The methodology in this paper is in general derived by the literature described above, but especially using the methodological framework of @saez2004reported for a time-series model and @giertz2007elasticity for a panel analysis. Since both approaches are quite relevant in the latest literature and we were not sure how sensitive our data is to the respective model, we decided to include both models in our paper. Due to data constraints, we had to adjust these models slightly suiting our capabilities, explained in the following paragraph. 

In our **time-series model** we simply regress the log of average income for the top 15,000 Finnish income earners on the log of the average *net-of-tax rate* in percent over the given time period 2009-2013 (5 observations). Whereas the *net-of-tax rate* depicts the rate of total income after taxes (net-of-tax rate = 1 - average tax). 
@saez2004reported wrote about his model: “A simple OLS regression of log average incomes on the log of the net-of-tax rate, always displays insignificant elasticity coefficients. Therefore, the aggregate data displays no evidence of significant behavioral responses of reported incomes relative to changes in the average marginal tax rate” (p. 138). Thus, in order to control for exogenous real income growth, we also added a time control capturing year-specific effects. 

For our **panel analysis** we used exactly the model laid down by @giertz2007elasticity, exploiting the panel advantage comparing only individuals who filed their tax returns in all subsequent years and also were part of the top 15,000 income earners from 2009 to 2013. In detail, here we are observing 4,867 individuals. The dependent variable in this model is the log of total income in the future year (*income t+2*) divided by income in the base year (*income t*), where the future year is two years after the base year. Thus, we end up observing three pairs of years (2009/2011, 2010/2012, 2011/2013).
The key independent variable is the log of the average net-of-tax rate in the future year (t+2) divided by the average net-of-tax rate in the base year (t). We use these time-differences in our variables to avoid endogeneity between the tax rate and income. 

![(Source: Giertz 2007)](Figures/model3.png)
(Image Source: @giertz2007elasticity)

Our panel-model differs from the original as such, that we use two instead of three future years for the sake of an additional year pair. Moreover, @giertz2007elasticity used several control variables like *marital status* that we are not able to obtain due to data constraints. 
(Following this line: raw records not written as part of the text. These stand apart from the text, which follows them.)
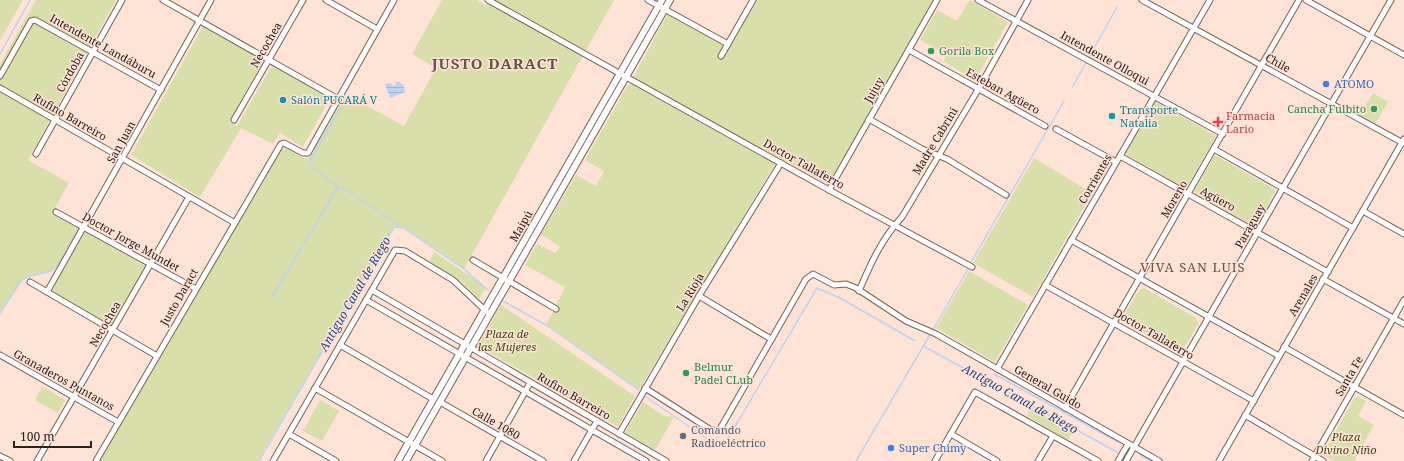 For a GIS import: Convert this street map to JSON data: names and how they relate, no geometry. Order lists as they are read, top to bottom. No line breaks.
{"streets":{"street":["Necochea","Intendente Landáburu","Intendente Olloqui","Chile","Córdoba","Jujuy","Esteban Agüero","Rufino Barreiro","Madre Cabrini","San Juan","Doctor Tallaferro","Corrientes","Moreno","Agüero","Maipú","Paraguay","Doctor Jorge Mundet","La Rioja","Arenales","Justo Daract","Santa Fe","Granaderos Puntanos","General Guido","Calle 1080"]},"crossings":[["Necochea","Rufino Barreiro"],["Necochea","Doctor Jorge Mundet"],["Necochea","Granaderos Puntanos"],["Intendente Landáburu","Córdoba"],["Intendente Landáburu","San Juan"],["Intendente Olloqui","Madre Cabrini"],["Intendente Olloqui","Corrientes"],["Intendente Olloqui","Moreno"],["Chile","Corrientes"],["Chile","Moreno"],["Chile","Paraguay"],["Chile","Arenales"],["Córdoba","Rufino Barreiro"],["Jujuy","Esteban Agüero"],["Jujuy","Doctor Tallaferro"],["Esteban Agüero","Madre Cabrini"],["Rufino Barreiro","San Juan"],["Rufino Barreiro","Maipú"],["Rufino Barreiro","La Rioja"],["Rufino Barreiro","Justo Daract"],["Madre Cabrini","Doctor Tallaferro"],["Madre Cabrini","General Guido"],["San Juan","Doctor Jorge Mundet"],["Doctor Tallaferro","Corrientes"],["Doctor Tallaferro","Moreno"],["Doctor Tallaferro","Maipú"],["Doctor Tallaferro","Paraguay"],["Doctor Tallaferro","La Rioja"],["Doctor Tallaferro","Arenales"],["Corrientes","Agüero"],["Corrientes","General Guido"],["Moreno","Agüero"],["Moreno","General Guido"],["Agüero","Paraguay"],["Agüero","Arenales"],["Maipú","Calle 1080"],["Paraguay","General Guido"],["Doctor Jorge Mundet","Justo Daract"],["Justo Daract","Granaderos Puntanos"]],"districts":["JUSTO DARACT","VIVA SAN LUIS"],"water":["Antiguo Canal de Riego"],"parks":["Plaza de las Mujeres","Plaza Divino Niño"],"places":{"other":["Gorila Box","ATOMO","Salón PUCARÁ V","Cancha Fulbito","Transporte Natalia","Belmur Padel CLub","Comando Radioeléctrico","Super Chimy"],"health":["Farmacia Lario"]},"scale_bar":"100 m"} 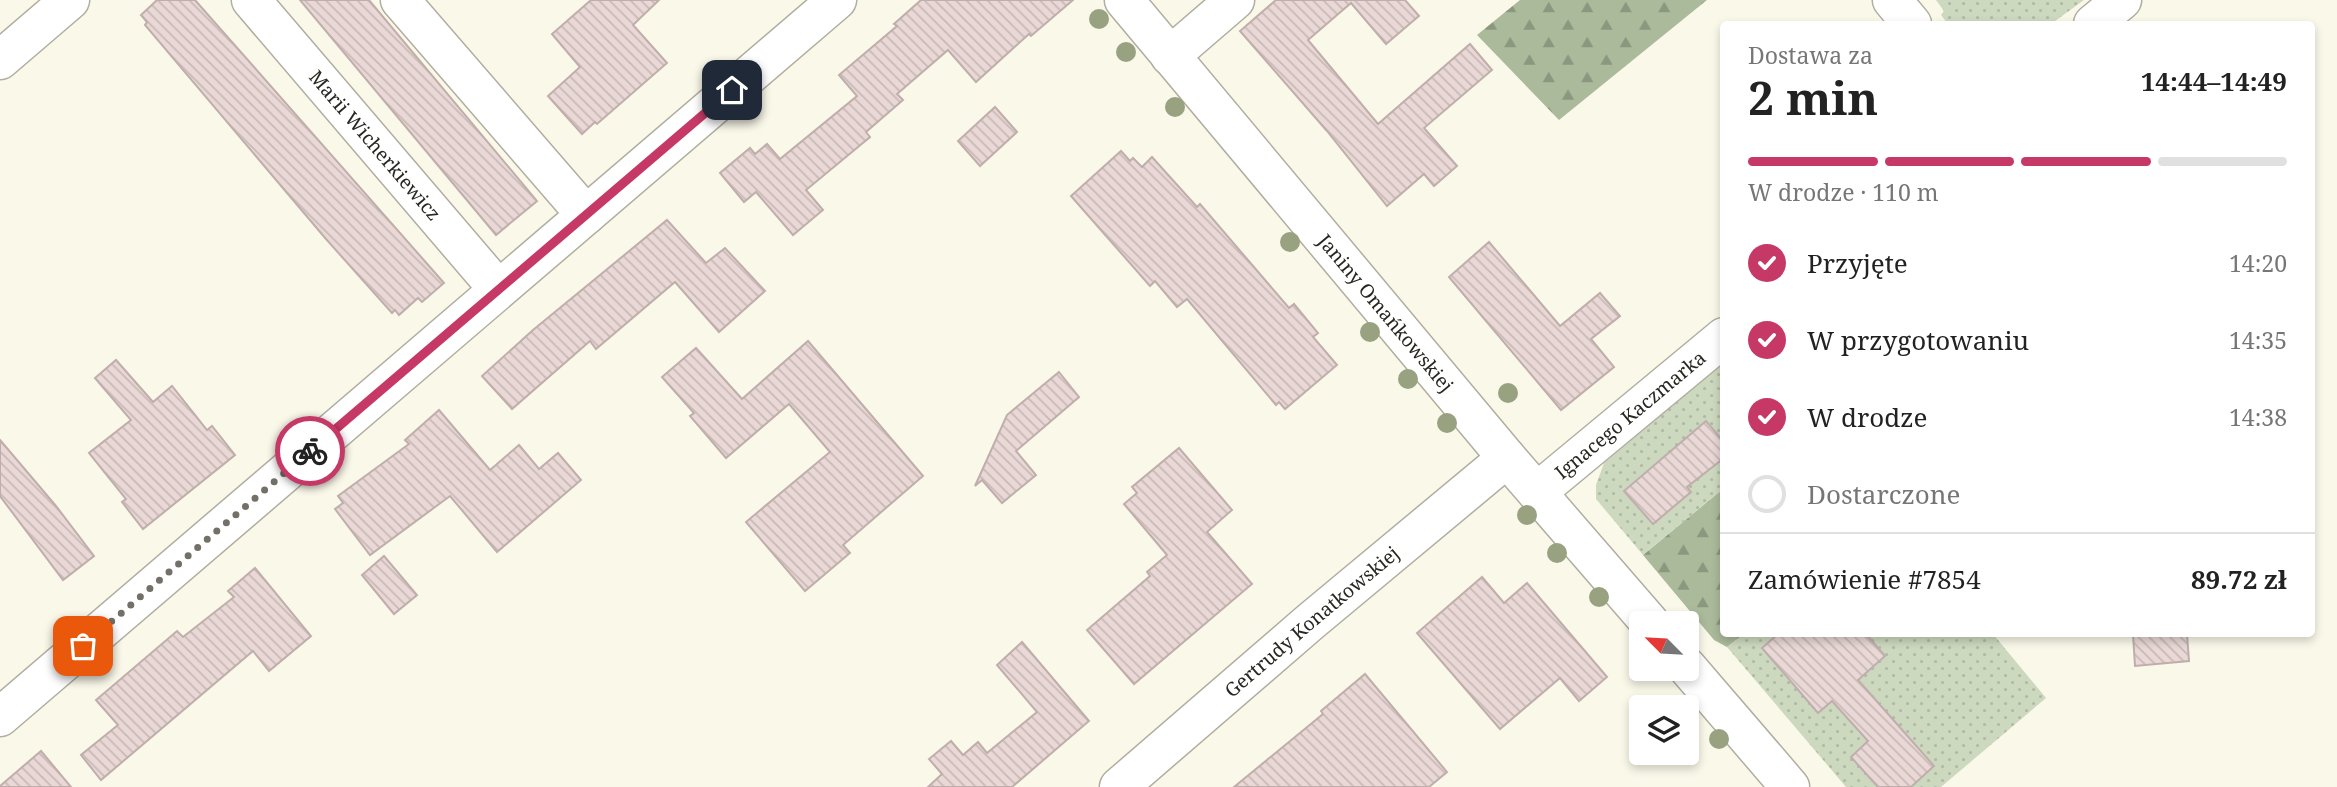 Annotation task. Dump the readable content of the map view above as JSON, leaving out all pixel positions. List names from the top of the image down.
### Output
{
  "streets": {
    "street": [
      "Marii Wicherkiewicz",
      "Janiny Omańkowskiej",
      "Ignacego Kaczmarka",
      "Gertrudy Konatkowskiej"
    ]
  },
  "crossings": [
    ["Janiny Omańkowskiej", "Ignacego Kaczmarka"],
    ["Janiny Omańkowskiej", "Gertrudy Konatkowskiej"]
  ],
  "north": "top left",
  "page": {
    "heading": ["2 min", "Dostawa za", "14:44–14:49"],
    "panel": ["Zamówienie #7854", "89.72 zł"],
    "bar": "W drodze · 110 m",
    "list": [
      ["Przyjęte", "14:20"],
      ["W przygotowaniu", "14:35"],
      ["W drodze", "14:38"],
      "Dostarczone"
    ]
  }
}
Again we run two different versions of this model, first simple pooled OLS, but due to the presence of unobserved, time invariant effect also a within estimation (fixed effects). One of the most limiting constraints of this project is the limited time-span available relatively to previous research, which entirely focuses on long-term behavioral elasticities. Here we are only able to observe short term elasticities. Moreover, we are limited to only one income group, namely the top-tax bracket. Consequences of those limitations will be discussed in the *Discussion* section. 


#Results

## Time Series Results
Regressing the time series model without time control provides an ETI of -0.035, highly significant at the 1% level (with a confidence interval between -0.040 and -0.029). Interestingly the sign of this effect changes, when including the time control (consistent with the literature). Moreover, the effect dampens to an ETI of 0.009, which is still significant at the 1% level (with a confidence interval between 0.003 and 0.014). In detail, this yields that a 1% increase in average tax rate would lead to an 0.009% increase in reported taxable income, ceteris paribus. The time trend which is meant to capture all exogenous income growth is also significant at the 1% level and increases the adjusted R squared from 0.002 to 0.246.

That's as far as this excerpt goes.